What is the best and easiest way to grasp the notion of the Branch Schema of the subgroup $\Gamma$.
Why do we have only four cases for it when $\Gamma$ is a normal subgroup of finite index of the modular group $PSL(2, \mathbb{Z})$ (that are $(1,1,n)$, $(1,3,n)$, $(2,1,n)$ and $(2,3,n)$ where $n$ is a natural number)?
Why, in the first three cases $(1,1,n)$, $(1,3,n)$ and $(2,1,n)$, is the space $\Gamma\backslash\mathbb{H}$ simply connected (where $\mathbb{H}$ is the upper half-plane)?
R. C. Gunning. Lectures on Modular Forms. Pages 12 and 13


 A: This is about the branched covering $\Gamma\backslash \Bbb{H}^*\to SL_2(\Bbb{Z})\backslash \Bbb{H}^*$ (where $\Bbb{H}^*=\Bbb{H}\cup\Bbb{Q}\cup i\infty$)
eg. the holomorphic map $$f:\Gamma z\to SL_2(\Bbb{Z})z$$
It is locally biholomorphic (unramified) everywhere except maybe at $f^{-1}(SL_2(\Bbb{Z}) i\infty), f^{-1}(SL_2(\Bbb{Z}) i),f^{-1}( SL_2(\Bbb{Z}) e^{2i\pi /3})$.

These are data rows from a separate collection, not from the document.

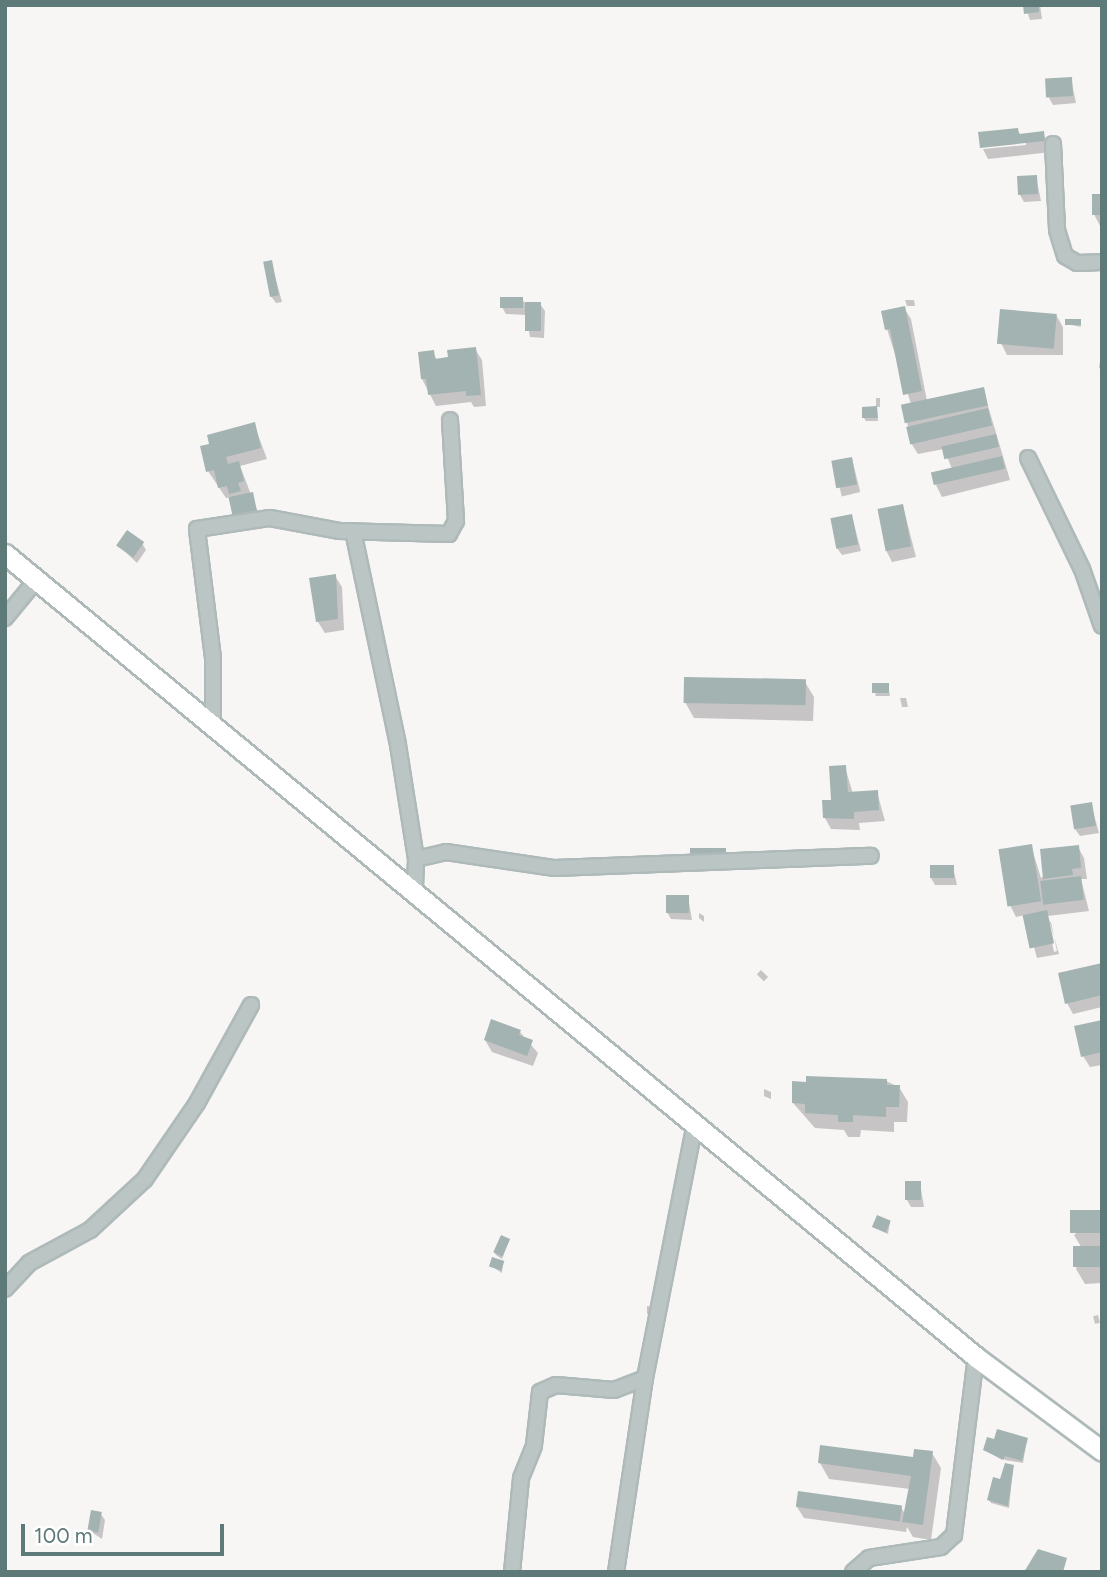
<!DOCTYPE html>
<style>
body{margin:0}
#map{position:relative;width:1107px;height:1577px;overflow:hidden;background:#f8f6f5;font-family:Figtree,sans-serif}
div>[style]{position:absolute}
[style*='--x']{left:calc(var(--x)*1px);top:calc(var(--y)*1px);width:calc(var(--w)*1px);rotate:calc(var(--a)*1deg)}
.shadow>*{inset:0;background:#0003;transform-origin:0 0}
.building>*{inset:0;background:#a2b3b1;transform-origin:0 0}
.roads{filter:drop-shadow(2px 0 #aebab9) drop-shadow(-2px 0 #aebab9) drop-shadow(0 2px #aebab9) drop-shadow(0 -2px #aebab9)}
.street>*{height:14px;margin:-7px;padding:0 7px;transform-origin:7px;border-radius:7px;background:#bbc5c4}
.secondary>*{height:19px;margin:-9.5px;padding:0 9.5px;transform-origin:9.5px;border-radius:9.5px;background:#fff}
span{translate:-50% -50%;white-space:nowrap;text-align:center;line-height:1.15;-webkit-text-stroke:7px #fff;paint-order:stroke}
.frame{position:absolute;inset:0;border:7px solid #5e7a78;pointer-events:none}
.scale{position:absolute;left:21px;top:1524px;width:203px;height:32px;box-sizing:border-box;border:4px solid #5e7a78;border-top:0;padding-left:9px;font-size:21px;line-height:24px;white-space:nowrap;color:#5e7a78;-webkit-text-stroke:5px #fff;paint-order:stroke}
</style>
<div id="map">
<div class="shadow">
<div style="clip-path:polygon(1025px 5px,1040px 5px,1042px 19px,1030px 20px)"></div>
<div style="clip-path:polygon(1071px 79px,1076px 103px,1053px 105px,1049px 98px)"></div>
<div style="clip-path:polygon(1017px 130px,1021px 135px,1043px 133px,1051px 152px,988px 159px,983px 149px,1026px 145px,1026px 141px,982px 146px)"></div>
<div style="clip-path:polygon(1036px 177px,1041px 201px,1024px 202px,1020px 195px)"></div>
<div style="clip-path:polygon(1102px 196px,1102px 226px,1100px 226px,1094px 214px)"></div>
<div style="clip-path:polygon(271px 262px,282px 302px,276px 303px,271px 296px)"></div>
<div style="clip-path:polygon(522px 299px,525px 303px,540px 304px,545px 311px,544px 338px,530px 337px,526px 315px,506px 314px,502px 307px)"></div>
<div style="clip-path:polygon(905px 300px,914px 300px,915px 306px,907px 306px)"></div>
<div style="clip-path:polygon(904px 308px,911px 319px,927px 401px,983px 389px,1010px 480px,942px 497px,936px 485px,952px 469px,944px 449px,918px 454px,911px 443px,907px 422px,911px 404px,887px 329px)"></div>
<div style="clip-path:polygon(1056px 315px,1063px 327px,1063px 355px,1007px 355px,1001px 343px)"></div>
<div style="clip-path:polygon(1080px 320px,1081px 327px,1067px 324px)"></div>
<div style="clip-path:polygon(475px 349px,482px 360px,486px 406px,474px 407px,471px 402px,436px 406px,422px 379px,433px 352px,437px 360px)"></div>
<div style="clip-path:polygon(1102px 350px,1102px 373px,1099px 367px)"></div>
<div style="left:876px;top:398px;width:4px;height:9px"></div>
<div style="clip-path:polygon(876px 408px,878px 421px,866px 421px,864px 418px)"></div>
<div style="clip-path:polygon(254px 424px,267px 459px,240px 466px,260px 518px,236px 517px,231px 497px,226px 498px,208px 471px)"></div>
<div style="left:852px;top:459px;width:34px;height:19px;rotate:76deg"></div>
<div style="clip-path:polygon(903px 506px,916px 557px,892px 562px,886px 550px)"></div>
<div style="clip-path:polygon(852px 516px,861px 551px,842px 555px,837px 548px)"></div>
<div style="clip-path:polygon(142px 543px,146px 550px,137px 563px,118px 545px)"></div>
<div style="clip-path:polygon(335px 576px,342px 587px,344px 630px,325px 633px,318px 622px,311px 580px)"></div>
<div style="clip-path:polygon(805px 682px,814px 697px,813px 721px,694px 718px,685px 702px)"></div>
<div style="clip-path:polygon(888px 685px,890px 696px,876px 696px,875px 694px)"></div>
<div style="clip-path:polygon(900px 698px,906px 698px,908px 707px,902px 707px)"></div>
<div style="clip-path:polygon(845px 767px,853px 794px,877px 792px,885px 821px,859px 823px,860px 830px,831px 829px,825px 818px)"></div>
<div style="clip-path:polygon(1091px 804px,1099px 833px,1080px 836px,1075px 829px)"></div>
<div style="clip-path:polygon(evenodd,1031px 846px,1041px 878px,1078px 847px,1084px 858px,1087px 879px,1081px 879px,1089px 911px,1048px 916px,1059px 954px,1037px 958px,1025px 915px,1016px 917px,1010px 905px,1031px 846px,1048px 922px,1051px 922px,1057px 951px,1054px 952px,1048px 922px)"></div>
<div style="clip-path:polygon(953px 867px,957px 885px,935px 885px,931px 878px)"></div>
<div style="clip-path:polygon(688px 897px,692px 920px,671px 919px,667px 912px)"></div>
<div style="clip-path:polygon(699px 913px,704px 916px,704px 922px,699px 918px)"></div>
<div style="clip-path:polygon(1102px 965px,1102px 1007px,1073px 1014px,1067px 1003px)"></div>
<div style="left:761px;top:970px;width:10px;height:6px;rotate:45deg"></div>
<div style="clip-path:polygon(1102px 1022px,1102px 1065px,1090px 1067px,1083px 1056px)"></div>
<div style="clip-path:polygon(520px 1032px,538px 1053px,533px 1066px,492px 1052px,485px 1040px)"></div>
<div style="clip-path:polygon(886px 1081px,899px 1087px,908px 1102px,907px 1122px,894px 1122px,894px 1132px,861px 1130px,860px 1137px,848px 1137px,844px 1130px,815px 1128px,793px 1103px)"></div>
<div style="clip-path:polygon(764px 1089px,771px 1092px,771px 1099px,764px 1096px)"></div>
<div style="clip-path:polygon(920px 1183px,924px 1207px,911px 1207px,907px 1200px)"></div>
<div style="clip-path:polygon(1102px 1212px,1102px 1283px,1085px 1284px,1076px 1269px,1083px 1250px,1074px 1235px)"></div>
<div style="clip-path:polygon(890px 1222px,888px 1234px,874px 1227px)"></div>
<div style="clip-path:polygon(509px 1241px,502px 1259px,496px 1255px,494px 1252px)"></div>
<div style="clip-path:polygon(503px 1262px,502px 1273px,491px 1266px)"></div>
<div style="clip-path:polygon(647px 1306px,654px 1307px,654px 1316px,647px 1314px)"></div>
<div style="left:1098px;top:1315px;width:8px;height:5px;rotate:76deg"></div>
<div style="clip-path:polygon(1027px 1439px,1023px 1463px,1005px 1460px,1001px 1451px,1002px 1460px,985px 1450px)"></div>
<div style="clip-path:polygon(932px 1453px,941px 1468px,931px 1540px,913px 1537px,907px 1527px,906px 1532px,804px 1518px,797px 1507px,901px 1507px,905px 1514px,910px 1489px,829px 1479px,820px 1463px,914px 1459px)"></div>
<div style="clip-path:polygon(1013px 1467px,1009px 1508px,991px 1503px,989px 1500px)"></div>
<div style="clip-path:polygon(100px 1513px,105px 1520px,102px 1539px,90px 1531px)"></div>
</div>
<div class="building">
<div style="clip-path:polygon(1023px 5px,1039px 5px,1039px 12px,1024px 14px)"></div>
<div style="left:1072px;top:77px;width:19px;height:27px;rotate:87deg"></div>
<div style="clip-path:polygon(1018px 128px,1019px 134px,1044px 131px,1045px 141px,980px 148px,978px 132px)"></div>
<div style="left:1037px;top:175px;width:19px;height:20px;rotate:87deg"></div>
<div style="left:1092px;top:194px;width:10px;height:21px"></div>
<div style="left:272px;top:260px;width:36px;height:9px;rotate:79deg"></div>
<div style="left:500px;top:297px;width:23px;height:11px"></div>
<div style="left:525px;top:302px;width:16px;height:29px"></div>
<div style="clip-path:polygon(905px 306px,922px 391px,903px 395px,890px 329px,885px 330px,881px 311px)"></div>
<div style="left:1000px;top:309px;width:57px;height:35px;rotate:5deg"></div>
<div style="left:1065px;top:319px;width:16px;height:6px"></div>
<div style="clip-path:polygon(476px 347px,481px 395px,466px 396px,466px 391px,428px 395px,426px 379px,421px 379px,418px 352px,434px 350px,435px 359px,448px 357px,447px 350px)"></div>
<div style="left:984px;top:387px;width:19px;height:85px;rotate:78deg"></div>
<div style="clip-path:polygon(877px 406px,878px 418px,862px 418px,862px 407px)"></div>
<div style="left:988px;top:408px;width:18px;height:84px;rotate:77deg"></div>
<div style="clip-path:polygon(255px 422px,261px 448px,226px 457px,228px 464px,239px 461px,244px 481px,238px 483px,241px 491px,229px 494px,227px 486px,218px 488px,214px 470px,206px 472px,200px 446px,209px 444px,207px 435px)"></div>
<div style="left:996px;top:434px;width:13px;height:56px;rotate:77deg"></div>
<div style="left:1002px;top:456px;width:13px;height:73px;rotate:77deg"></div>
<div style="left:852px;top:457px;width:28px;height:21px;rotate:80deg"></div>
<div style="left:253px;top:492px;width:19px;height:25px;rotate:78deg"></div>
<div style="left:903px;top:504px;width:43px;height:26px;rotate:79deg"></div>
<div style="left:852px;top:514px;width:31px;height:22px;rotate:79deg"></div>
<div style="left:127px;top:530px;width:21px;height:19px;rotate:35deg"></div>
<div style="clip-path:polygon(336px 574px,338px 619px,316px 622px,309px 578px)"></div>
<div style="left:684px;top:677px;width:122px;height:26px;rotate:1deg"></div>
<div style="left:889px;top:683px;width:10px;height:17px;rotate:90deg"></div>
<div style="clip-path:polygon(846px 765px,848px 792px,878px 790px,879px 810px,854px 812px,854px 819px,823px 818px,822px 800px,831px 800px,829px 766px)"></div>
<div style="left:1092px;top:802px;width:24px;height:22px;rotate:81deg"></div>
<div style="left:1032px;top:844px;width:58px;height:34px;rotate:81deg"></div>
<div style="clip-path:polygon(1079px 845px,1081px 868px,1072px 869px,1073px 875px,1043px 879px,1040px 849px)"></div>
<div style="left:690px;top:848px;width:36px;height:11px"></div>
<div style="left:930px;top:865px;width:24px;height:13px"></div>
<div style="left:1081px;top:876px;width:24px;height:41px;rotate:83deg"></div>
<div style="left:666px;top:895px;width:23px;height:18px"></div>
<div style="left:1047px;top:910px;width:34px;height:25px;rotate:78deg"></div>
<div style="clip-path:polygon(1102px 963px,1102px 995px,1065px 1004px,1058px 973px)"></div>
<div style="clip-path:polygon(491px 1019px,521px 1030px,519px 1035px,533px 1040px,527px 1056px,484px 1040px)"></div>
<div style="clip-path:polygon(1102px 1020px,1102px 1052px,1081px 1057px,1074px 1026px)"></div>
<div style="clip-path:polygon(806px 1076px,887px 1079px,887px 1085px,900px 1085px,899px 1107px,886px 1107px,886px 1117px,853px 1115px,853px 1122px,838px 1122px,838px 1115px,805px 1113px,805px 1104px,792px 1103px,792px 1081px,806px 1082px)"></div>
<div style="left:905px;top:1181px;width:16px;height:19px"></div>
<div style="left:1102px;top:1210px;width:23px;height:32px;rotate:90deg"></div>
<div style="left:877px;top:1215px;width:15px;height:13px;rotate:23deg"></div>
<div style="left:501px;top:1235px;width:10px;height:19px;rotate:24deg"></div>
<div style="left:1102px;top:1246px;width:21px;height:29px;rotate:90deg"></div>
<div style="left:492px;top:1257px;width:13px;height:10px;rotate:18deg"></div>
<div style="clip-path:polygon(997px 1429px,1028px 1438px,1022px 1461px,1005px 1456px,1004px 1460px,983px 1450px,987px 1437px,994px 1439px)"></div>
<div style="clip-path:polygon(820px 1445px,913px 1457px,914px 1449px,933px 1451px,923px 1525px,902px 1522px,911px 1476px,818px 1463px)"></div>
<div style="clip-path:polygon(1005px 1463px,1014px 1465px,1008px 1506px,987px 1500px,993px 1477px,1000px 1479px)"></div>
<div style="left:798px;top:1491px;width:105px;height:16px;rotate:8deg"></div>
<div style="left:91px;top:1510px;width:11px;height:21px;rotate:10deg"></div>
<div style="clip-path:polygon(1038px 1549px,1067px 1558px,1063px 1572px,1024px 1572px)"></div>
</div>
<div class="roads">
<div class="street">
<div style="--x:1053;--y:144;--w:86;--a:87.3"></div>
<div style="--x:1057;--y:230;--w:27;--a:73"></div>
<div style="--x:1065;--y:256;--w:14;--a:30"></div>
<div style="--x:1077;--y:263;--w:25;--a:-2"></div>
<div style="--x:1028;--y:458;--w:123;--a:64.1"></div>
<div style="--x:1082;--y:569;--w:60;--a:70.7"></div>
<div style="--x:353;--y:531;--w:219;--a:78.1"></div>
<div style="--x:398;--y:745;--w:115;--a:81"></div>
<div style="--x:416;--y:859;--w:31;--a:92"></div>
<div style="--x:5;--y:618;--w:50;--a:-50.6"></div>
<div style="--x:213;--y:723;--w:65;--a:-90"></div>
<div style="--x:213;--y:658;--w:130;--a:-97.1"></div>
<div style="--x:197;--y:529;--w:74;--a:-8.6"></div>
<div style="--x:270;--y:518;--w:70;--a:10.7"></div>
<div style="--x:339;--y:531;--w:110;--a:1.6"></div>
<div style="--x:449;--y:534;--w:15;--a:-62"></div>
<div style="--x:456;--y:521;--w:101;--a:-93.4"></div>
<div style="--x:416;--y:859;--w:31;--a:-13"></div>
<div style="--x:446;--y:852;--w:110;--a:8.4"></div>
<div style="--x:555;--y:868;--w:316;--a:-2.2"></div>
<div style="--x:5;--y:1289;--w:35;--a:-47"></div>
<div style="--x:29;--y:1263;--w:69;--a:-28.4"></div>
<div style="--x:90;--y:1230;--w:75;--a:-42.8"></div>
<div style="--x:145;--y:1179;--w:92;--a:-55.6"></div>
<div style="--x:197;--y:1103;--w:112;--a:-61.1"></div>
<div style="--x:512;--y:1572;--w:94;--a:-84.5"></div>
<div style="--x:521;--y:1478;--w:35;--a:-68"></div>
<div style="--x:534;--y:1445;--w:53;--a:-83.5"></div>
<div style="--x:540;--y:1392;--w:17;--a:-24"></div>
<div style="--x:556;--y:1385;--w:58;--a:4.9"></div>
<div style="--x:614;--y:1390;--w:33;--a:-21"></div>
<div style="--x:645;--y:1378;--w:260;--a:-78.9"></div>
<div style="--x:616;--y:1572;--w:196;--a:-81.5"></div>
<div style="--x:853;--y:1572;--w:21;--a:-41"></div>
<div style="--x:869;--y:1558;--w:73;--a:-8.7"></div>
<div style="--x:941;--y:1547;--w:18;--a:-43"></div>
<div style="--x:954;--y:1535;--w:179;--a:-83"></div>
</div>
<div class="secondary">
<div style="--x:5;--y:554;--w:1260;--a:39.59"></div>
<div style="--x:976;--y:1357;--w:157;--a:36.7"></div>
</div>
</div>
<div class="frame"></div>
<div class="scale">100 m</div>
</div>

Proof: making a special case for $i\infty$, then this is the points where the branched covering $\Bbb{H}\to SL_2(\Bbb{Z})\backslash \Bbb{H}$ is ramified.
Then apply Riemann Hurwitz formula to find the genus of $\Gamma\backslash \Bbb{H}^*$.
The numbers you need to know are $$n(\Gamma z)=|f^{-1}(SL_2(\Bbb{Z}z)|, \qquad N=[SL_2(\Bbb{Z}):\Gamma]$$
Since $\Gamma$ is normal then each element of $\gamma\in \Gamma\backslash SL_2(\Bbb{Z})$ is an automorphism $\gamma(\Gamma z)=\Gamma \gamma z$ of $\Gamma\backslash \Bbb{H}^*$ such that $f= f\circ \gamma$ and $\frac{N}{n(\Gamma z)}$ is the number of automorphisms leaving $\Gamma z$ fixed. Note that $n(\Gamma z)=n(\Gamma \gamma z)$.
$\frac{N}{n(\Gamma i\infty)}$ can be an integer, $\frac{N}{n(\Gamma i)}$ is either $1$ or $2$, and $\frac{N}{n(\Gamma e^{2i\pi/3})}$ is either $1$ or $3$.
Proof: again look at $\Bbb{H}\to SL_2(\Bbb{Z})\backslash \Bbb{H}$.